## DATA PROVIDED
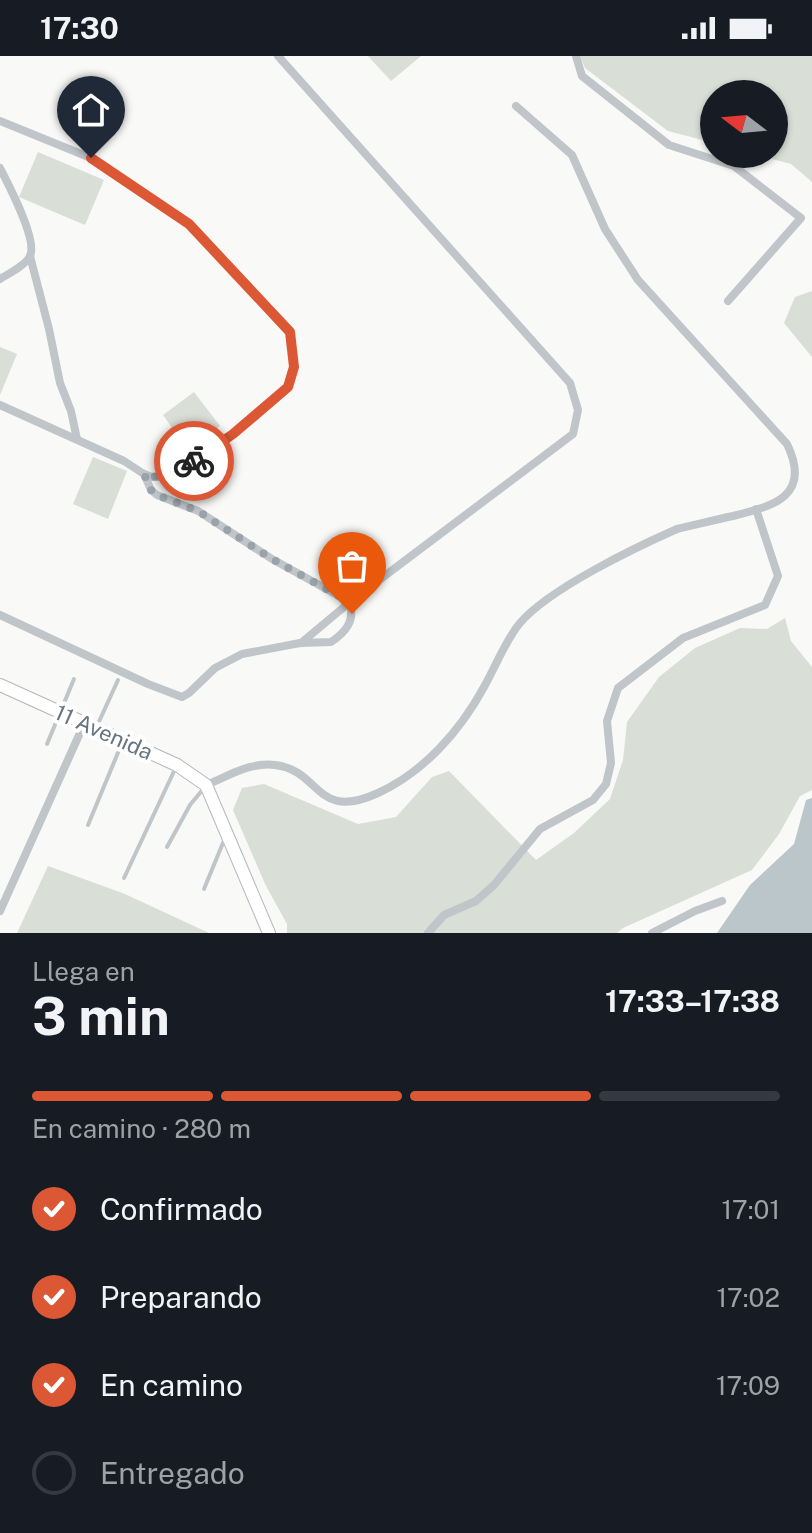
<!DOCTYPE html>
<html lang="es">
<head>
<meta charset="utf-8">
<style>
  body { margin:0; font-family:"Public Sans",sans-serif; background:#20242c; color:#f1f3f6; height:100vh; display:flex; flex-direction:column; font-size:30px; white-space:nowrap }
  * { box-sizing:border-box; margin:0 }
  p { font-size:26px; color:#9ea1a6 }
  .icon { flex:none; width:44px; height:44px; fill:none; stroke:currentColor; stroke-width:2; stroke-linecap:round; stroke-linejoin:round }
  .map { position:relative; height:877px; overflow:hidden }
  .drawer { display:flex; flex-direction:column; background:#171b24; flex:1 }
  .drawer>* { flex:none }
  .needle { width:52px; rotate:286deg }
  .tools { position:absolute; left:700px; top:24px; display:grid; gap:16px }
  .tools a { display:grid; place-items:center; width:88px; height:88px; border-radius:50%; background:#171b24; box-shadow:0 2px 6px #0004; font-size:40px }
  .pin { position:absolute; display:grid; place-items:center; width:68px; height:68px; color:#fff; margin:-82px -34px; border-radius:50% 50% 50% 0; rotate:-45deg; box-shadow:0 0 8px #0007 }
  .pin .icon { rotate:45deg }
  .courier { position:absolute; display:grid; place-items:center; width:80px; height:80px; margin:-40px; border:6px solid #dc5835; border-radius:50%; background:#fff; color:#222; box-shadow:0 2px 10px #0007 }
  .overview em { font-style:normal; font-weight:700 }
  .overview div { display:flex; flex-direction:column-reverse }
  .overview { display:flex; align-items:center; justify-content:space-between; height:136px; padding:0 32px }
  h1 { font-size:52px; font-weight:700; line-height:60px }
  .bar { display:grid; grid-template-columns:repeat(4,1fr); gap:12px 8px; align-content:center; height:96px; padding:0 32px }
  .bar i { height:10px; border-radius:6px; background:#363941 }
  .bar .active { background:#dc5835 }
  .bar p { grid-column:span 4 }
  ol { padding:0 32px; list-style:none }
  li { display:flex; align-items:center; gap:24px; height:88px }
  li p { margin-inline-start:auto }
  li .icon { padding:8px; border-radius:50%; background:#dc5835; color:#fff; stroke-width:4 }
  li:last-child { color:#9ea1a6 }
  li i { width:44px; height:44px; border:4px solid #363941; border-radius:50% }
  .status { display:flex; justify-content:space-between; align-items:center; height:56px; padding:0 40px; background:#171b24; direction:ltr }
  .status svg { height:22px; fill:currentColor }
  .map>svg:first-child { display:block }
  .green { fill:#d9ded6 }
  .water { fill:#bac6ca }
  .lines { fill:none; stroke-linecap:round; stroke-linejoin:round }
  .secondary-casing { stroke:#b3b9bd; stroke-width:14 }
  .lane { stroke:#c0c5c9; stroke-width:4 }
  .street { stroke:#c0c5c9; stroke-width:8 }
  .secondary { stroke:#fff; stroke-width:12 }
  .done { stroke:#99a3aa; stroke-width:8; stroke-dasharray:0 14.4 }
  .route { stroke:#dc5835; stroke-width:10 }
  .labels { text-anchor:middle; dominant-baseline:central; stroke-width:8; stroke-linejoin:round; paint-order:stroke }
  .street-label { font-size:22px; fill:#667581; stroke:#fff }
</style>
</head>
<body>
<div class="status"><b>17:30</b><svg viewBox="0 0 49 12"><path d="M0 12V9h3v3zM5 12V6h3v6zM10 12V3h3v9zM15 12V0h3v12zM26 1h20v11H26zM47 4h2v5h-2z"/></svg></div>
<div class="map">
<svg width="812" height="877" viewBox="0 0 812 877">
  <rect width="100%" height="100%" fill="#f9f9f7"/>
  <g class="green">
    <polygon points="368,0 421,0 391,25"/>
    <polygon points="580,0 812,0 812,126 791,108 754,98 774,98 774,38 714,38 714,87 668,75 585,12"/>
    <polygon points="38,96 104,124 85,169 19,141"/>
    <polygon points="812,235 812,301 784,267 795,241"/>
    <polygon points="0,291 17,298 0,339"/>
    <polygon points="194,336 220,370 188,394 163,359"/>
    <polygon points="93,401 127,415 108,463 73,448"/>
    <polygon points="785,562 791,585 812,611 812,734 800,740 779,778 752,814 623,872 617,877 287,877 287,868 266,830 233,754 242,732 264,728 358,768 396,761 432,721 449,715 536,804 574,777 610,743 623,704 627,666 659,621 695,592 740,572 767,573"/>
    <polygon points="48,810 125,838 209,877 17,877"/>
  </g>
  <polygon class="water" points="812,742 812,877 717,877 750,829 794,788 806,744"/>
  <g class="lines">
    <defs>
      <polyline id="secondary" points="0,629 177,709 206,729 269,877"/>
    </defs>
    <use href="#secondary" class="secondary-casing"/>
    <g class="lane">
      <polyline points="97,670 118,624"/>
      <polyline points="47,688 74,623"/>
      <polyline points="88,769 122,687"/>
      <polyline points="167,791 190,749 204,732"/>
      <polyline points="124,822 176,711"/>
      <polyline points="204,833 225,782"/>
    </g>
    <g class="street">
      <polyline points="576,0 582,20 669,89 734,110 801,162 728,245"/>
      <polyline points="0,65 91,102 189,168 290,276 294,311 288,331 233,378 178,416 165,421 152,421 144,418 124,405 0,349"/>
      <path d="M0,112C8,128 38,184 30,200C26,209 8,218 0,223"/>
      <polyline points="30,200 49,273 60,327 71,355 77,383"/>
      <polyline points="144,418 151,434 157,439 198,455 272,503 350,546 301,587"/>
      <path d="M0,559L148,628L182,641L189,637L215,612L242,598L300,587L331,586C346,576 355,565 350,546L573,378L578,354L570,327L278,0"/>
      <path d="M206,729C229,720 249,706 275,709C321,714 315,766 378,737C424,716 460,675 484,631C496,610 505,585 520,567C549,533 634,492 677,473C695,469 714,464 733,460C774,450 812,440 787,388L638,224L605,173L572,99L516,50"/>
      <polyline points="0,855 84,668"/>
      <polyline points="428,877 444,859 476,845 494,829 540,773 593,744 606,728 611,707 607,665 618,632 683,582 765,549 778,520 756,453"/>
      <polyline points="652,877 695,855 722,845"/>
    </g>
    <use href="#secondary" class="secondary"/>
  </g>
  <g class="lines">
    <path class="done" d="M194,405C178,417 163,425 144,418L151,434L157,439L198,455L272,503L350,546L352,558"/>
    <polyline class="route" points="91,102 189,168 290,276 294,311 288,331 233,378 194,405"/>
  </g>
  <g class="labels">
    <g class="street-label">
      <text transform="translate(104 676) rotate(24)">11 Avenida</text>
    </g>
  </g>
</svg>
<div class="tools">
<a><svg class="needle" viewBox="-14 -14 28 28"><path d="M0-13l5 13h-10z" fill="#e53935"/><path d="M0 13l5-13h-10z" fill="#9ea1a6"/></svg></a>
</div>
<div class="pin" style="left:352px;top:558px;background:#ea580c"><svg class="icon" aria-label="bag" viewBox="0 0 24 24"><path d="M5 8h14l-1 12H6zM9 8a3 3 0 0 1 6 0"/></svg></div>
<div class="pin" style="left:91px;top:102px;background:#1f2937"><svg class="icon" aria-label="home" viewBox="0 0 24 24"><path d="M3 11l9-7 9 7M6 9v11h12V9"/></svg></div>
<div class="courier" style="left:194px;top:405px"><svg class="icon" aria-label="bike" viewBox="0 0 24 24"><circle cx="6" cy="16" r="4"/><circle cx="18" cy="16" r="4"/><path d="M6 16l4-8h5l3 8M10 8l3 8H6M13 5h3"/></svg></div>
</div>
<section class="drawer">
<div class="overview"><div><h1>3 min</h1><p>Llega en</p></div><em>17:33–17:38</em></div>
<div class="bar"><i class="active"></i><i class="active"></i><i class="active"></i><i></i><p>En camino · 280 m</p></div>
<ol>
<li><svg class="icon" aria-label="check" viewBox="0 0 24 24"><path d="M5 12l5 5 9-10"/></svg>Confirmado<p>17:01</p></li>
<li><svg class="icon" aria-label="check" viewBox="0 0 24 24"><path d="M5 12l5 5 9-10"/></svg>Preparando<p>17:02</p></li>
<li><svg class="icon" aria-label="check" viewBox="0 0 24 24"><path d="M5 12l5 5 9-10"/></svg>En camino<p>17:09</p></li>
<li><i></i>Entregado</li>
</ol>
</section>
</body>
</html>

## EXERCISE DETAILS
Search the material above for "camino". Copy each line that has it.

## THE COMPLETED TASK
<div class="bar"><i class="active"></i><i class="active"></i><i class="active"></i><i></i><p>En camino · 280 m</p></div>
<li><svg class="icon" aria-label="check" viewBox="0 0 24 24"><path d="M5 12l5 5 9-10"/></svg>En camino<p>17:09</p></li>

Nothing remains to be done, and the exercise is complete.